Morecame BayThe other day I sat with a companion on a bench, this scene stretching out before us. Hardly a remote spot yet in a certain kind of way it is. The sense of remoteness, that’s distanced in time and space, is relative. Relative to what one has become accustomed to through habit or forced by circumstances. I’ve known the utter remoteness of being in the Australian Outback, it was empty, yet full at the same time. Morecambe Bay has a similar feel, especially with the tide out as you see it above. Most of us connect with landscape in this expansive way which for me brings calm and deep pleasure. The bench on the edge of the wide sweep of the Bay was the perfect spot to sit and contemplate out loud the wide sweep of our current lives and the living of them.

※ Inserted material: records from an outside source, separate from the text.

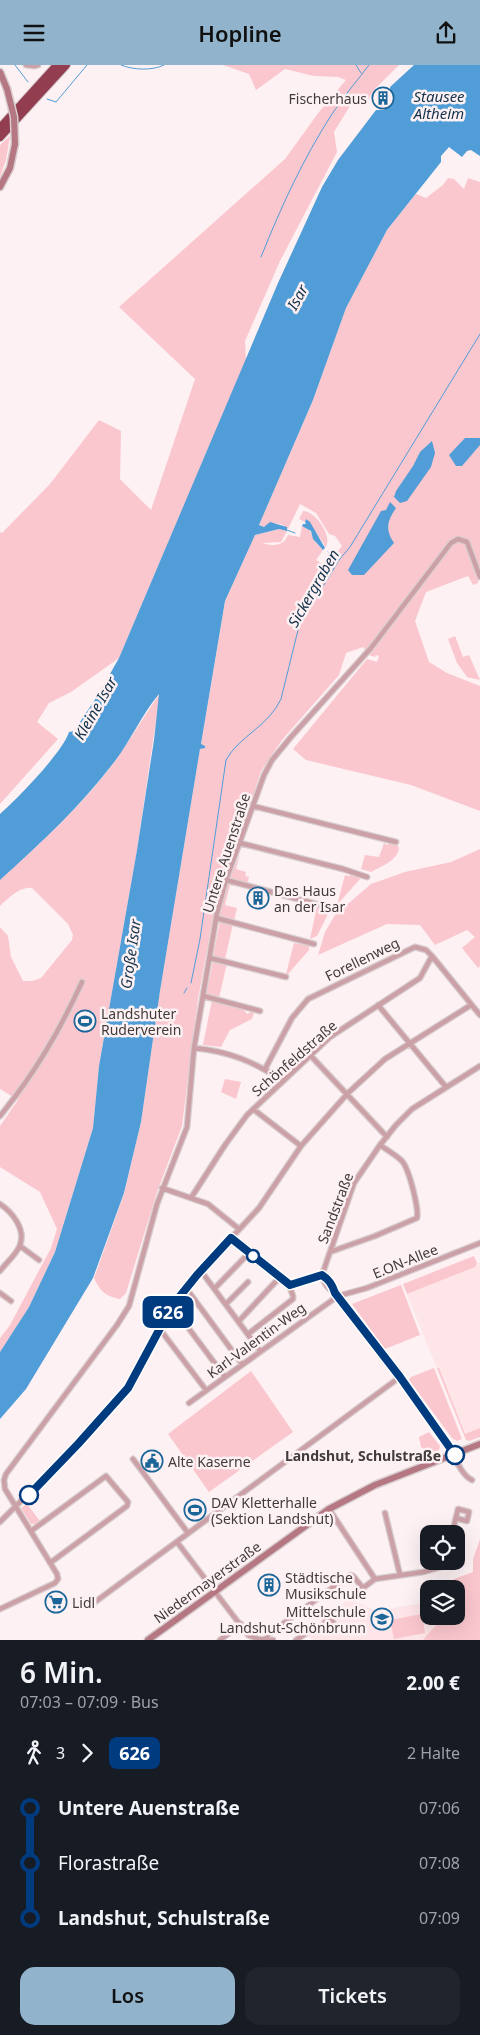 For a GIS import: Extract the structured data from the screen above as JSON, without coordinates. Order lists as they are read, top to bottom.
{
  "streets": {
    "main road": ["Niedermayerstraße"],
    "street": [
      "Untere Auenstraße",
      "Forellenweg",
      "Schönfeldstraße",
      "Sandstraße",
      "E.ON-Allee",
      "Karl-Valentin-Weg"
    ]
  },
  "crossings": [
    ["Forellenweg", "Schönfeldstraße"],
    ["E.ON-Allee", "Karl-Valentin-Weg"]
  ],
  "water": [
    "Stausee Altheim",
    "Isar",
    "Sickergraben",
    "Kleine Isar",
    "Große Isar"
  ],
  "places": {
    "building": ["Fischerhaus", "Das Haus an der Isar", "Städtische Musikschule"],
    "sports": ["Landshuter Ruderverein", "DAV Kletterhalle (Sektion Landshut)"],
    "other": ["Landshut, Schulstraße"],
    "public building": ["Alte Kaserne"],
    "supermarket": ["Lidl"],
    "school or university": ["Mittelschule Landshut-Schönbrunn"]
  },
  "lines": ["bus line 626"],
  "page": {
    "header": "Hopline",
    "on_map": "626",
    "heading": ["6 Min.", "07:03 – 07:09 · Bus", "2.00 €"],
    "legs": ["3", "626", "2 Halte"],
    "list": [
      {
        "name": "Untere Auenstraße",
        "value": "07:06"
      },
      {
        "name": "Florastraße",
        "value": "07:08"
      },
      {
        "name": "Landshut, Schulstraße",
        "value": "07:09"
      }
    ],
    "buttons": ["Los", "Tickets"]
  }
}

Convalescence for example brings a sense of remoteness from the cut and thrust of daily living. It’s a circumstance forced upon one and like it or not resting indoors is required. Being confined to bed and chair can have the walls leaning in and the outside world recede, which is much as one might expect. Obviously getting better doesn’t happen over night and time can hang heavy.  For some people however unanticipated benefits open up when sequestered thus. Such times in one’s life, for longer or shorter periods, need not be a matter of straining to get back to normal and for some normal may never come again. Unfortunately. What could be the benefit of enforced remoteness, of having to stay indoors?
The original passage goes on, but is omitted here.